Why did God let things get so bad?  “So that we would not trust in ourselves, but in God, who raises the dead.  He rescued us from such a terrible death, and He will continue to rescue us,” said the apostle (2 Cor. 1:9-10 EHV).   The more severe the affliction, the more we appreciate God’s comfort.    

In his famous essay on Self Reliance, Ralph Waldo Emerson said:  “Trust thyself: every heart vibrates to that iron string.”  That sounds so noble, so courageous, until the ground gives way beneath your feet.  

The people of Israel could not trust themselves when they had their backs to the Red Sea.  They needed to see the salvation of the Lord.   

Hezekiah and his people, caged in the city of Jerusalem by 185,000 Assyrians, could not trust themselves.  They needed the deliverance of God.  

The widow of Nain, following the lifeless body of her son out of the village gates and down to the cemetery, could not lean on herself.  But how great was the deliverance of Him who stopped the procession and raised her son!  

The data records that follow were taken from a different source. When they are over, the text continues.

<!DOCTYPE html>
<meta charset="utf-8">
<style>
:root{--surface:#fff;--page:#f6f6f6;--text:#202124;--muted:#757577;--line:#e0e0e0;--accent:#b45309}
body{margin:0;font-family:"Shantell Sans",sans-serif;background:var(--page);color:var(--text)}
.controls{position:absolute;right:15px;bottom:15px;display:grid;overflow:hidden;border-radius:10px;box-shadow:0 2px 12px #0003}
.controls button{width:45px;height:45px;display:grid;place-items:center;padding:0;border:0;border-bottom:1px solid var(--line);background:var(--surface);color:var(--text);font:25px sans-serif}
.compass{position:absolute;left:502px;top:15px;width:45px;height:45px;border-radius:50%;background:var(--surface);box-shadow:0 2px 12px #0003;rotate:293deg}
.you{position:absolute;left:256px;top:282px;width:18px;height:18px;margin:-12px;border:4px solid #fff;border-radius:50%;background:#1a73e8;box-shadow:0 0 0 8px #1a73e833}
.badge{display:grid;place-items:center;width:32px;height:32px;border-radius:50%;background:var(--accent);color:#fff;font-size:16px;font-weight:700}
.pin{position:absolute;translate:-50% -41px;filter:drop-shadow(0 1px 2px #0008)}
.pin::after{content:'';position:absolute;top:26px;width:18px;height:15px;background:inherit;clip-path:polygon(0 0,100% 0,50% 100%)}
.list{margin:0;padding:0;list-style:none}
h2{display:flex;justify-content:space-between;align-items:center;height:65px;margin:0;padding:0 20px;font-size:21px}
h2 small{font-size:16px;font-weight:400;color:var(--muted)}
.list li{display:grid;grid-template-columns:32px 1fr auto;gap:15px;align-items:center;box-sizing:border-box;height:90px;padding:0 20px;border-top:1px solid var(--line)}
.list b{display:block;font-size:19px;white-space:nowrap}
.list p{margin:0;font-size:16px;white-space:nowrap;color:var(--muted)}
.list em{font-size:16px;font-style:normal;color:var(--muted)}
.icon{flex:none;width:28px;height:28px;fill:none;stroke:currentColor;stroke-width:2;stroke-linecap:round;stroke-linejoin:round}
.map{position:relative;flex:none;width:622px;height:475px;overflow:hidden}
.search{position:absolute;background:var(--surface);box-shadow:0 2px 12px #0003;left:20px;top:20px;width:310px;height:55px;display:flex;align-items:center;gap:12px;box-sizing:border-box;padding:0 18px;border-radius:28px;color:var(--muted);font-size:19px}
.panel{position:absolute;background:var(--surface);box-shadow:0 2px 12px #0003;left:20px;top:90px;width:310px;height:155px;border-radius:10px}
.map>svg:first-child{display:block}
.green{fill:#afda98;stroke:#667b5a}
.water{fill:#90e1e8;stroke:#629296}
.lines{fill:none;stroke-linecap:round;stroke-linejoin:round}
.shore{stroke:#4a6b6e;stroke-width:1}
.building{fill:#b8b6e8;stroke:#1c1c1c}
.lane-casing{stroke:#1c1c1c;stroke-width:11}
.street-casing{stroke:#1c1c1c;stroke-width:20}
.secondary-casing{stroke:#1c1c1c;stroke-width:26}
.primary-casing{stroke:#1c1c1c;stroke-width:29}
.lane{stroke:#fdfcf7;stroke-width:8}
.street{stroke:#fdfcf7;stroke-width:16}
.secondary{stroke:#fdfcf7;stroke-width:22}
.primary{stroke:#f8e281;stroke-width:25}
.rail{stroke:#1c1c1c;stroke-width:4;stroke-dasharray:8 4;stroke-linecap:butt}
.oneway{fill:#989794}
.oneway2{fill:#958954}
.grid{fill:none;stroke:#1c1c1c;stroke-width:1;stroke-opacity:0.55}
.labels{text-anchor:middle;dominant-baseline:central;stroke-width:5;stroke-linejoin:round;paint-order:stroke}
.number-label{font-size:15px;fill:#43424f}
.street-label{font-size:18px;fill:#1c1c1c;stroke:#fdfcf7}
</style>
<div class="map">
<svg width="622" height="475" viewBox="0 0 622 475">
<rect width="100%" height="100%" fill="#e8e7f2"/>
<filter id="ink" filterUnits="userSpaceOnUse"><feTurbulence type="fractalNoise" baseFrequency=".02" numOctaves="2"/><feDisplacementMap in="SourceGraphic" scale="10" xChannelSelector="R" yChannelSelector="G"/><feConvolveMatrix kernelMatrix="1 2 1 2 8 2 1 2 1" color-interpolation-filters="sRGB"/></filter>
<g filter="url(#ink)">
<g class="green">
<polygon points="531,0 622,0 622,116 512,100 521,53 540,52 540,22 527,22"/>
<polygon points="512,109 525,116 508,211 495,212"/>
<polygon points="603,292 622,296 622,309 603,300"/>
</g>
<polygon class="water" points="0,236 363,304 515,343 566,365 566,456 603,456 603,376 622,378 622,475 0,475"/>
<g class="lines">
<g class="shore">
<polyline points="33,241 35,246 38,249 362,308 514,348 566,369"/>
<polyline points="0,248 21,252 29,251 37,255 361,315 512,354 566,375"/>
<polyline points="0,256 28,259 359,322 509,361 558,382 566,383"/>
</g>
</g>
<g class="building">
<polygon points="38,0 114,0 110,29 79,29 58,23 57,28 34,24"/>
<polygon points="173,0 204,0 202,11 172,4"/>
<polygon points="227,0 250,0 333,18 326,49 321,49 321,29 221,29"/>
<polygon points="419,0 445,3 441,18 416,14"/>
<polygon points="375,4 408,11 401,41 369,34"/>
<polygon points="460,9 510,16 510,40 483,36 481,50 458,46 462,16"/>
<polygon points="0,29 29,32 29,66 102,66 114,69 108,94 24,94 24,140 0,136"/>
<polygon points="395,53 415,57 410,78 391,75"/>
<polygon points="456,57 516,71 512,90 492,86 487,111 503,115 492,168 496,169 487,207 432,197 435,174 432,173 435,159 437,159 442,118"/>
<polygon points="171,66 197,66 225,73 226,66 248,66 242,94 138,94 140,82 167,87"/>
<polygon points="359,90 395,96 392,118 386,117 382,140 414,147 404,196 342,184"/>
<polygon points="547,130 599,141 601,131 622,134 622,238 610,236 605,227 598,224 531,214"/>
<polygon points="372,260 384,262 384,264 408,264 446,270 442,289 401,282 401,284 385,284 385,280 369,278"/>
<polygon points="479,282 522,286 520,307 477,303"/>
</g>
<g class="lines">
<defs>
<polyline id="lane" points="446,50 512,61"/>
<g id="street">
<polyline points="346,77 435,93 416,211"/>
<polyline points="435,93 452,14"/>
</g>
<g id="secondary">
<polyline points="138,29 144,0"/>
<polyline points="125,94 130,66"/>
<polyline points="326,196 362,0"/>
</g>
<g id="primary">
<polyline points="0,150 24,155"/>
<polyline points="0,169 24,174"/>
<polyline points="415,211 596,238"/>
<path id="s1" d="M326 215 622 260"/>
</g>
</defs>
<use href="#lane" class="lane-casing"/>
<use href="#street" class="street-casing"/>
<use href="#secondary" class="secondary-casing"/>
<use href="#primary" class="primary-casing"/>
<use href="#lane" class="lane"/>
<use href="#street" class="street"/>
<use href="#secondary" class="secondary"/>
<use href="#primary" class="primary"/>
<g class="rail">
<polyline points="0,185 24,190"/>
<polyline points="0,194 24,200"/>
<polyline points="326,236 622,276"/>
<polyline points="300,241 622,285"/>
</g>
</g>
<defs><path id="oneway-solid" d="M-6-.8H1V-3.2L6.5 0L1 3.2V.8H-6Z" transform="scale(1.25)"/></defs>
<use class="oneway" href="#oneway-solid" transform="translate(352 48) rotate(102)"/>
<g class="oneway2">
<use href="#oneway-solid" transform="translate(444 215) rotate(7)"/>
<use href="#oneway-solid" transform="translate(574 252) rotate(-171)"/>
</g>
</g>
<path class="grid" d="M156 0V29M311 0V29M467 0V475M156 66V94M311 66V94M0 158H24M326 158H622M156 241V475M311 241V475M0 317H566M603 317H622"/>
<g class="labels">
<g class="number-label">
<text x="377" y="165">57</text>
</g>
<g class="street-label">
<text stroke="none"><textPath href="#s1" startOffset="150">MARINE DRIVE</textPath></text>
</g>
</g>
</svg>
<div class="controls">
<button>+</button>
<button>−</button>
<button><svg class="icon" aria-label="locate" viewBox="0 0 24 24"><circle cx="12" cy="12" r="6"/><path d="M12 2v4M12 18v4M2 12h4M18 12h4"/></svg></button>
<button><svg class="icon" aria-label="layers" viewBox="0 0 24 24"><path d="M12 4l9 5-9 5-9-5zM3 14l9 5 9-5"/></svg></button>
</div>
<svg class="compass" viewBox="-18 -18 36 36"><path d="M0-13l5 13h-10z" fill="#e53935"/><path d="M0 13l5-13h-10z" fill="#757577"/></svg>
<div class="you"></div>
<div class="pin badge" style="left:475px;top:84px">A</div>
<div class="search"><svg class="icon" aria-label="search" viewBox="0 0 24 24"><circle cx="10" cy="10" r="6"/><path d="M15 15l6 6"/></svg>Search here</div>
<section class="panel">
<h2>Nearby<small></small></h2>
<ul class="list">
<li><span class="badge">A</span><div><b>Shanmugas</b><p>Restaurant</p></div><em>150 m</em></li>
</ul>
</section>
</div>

Troubles and persecutions happened to Paul, and such adversities happen to us, that we should stop trusting in ourselves, in our own power and plans, and cast ourselves into the arms of the God who raises the dead, who raised His Son, who shall raise us.  He who delivered us on Good Friday and Easter, He who delivers us each day from things we cannot see and who turns evil to our good, He who promises to hold us tomorrow and save us eternally, shall not go back on His word.  Nor shall the praise and thanks for His deliverances ever die on our lips.  

The shadows over church and world are lengthening.  A gathering storm is rolling in over the heads of Christ’s little flock.   Let us gather up this comfort from Christ in our Sunday services and Bible studies, in our Christian classrooms and Sunday School, in our private devotions.  Let us pack this comfort for the journey – like water for the desert, like bread for the wilderness.  We’re going to need it. Christ is more than pleased to provide it.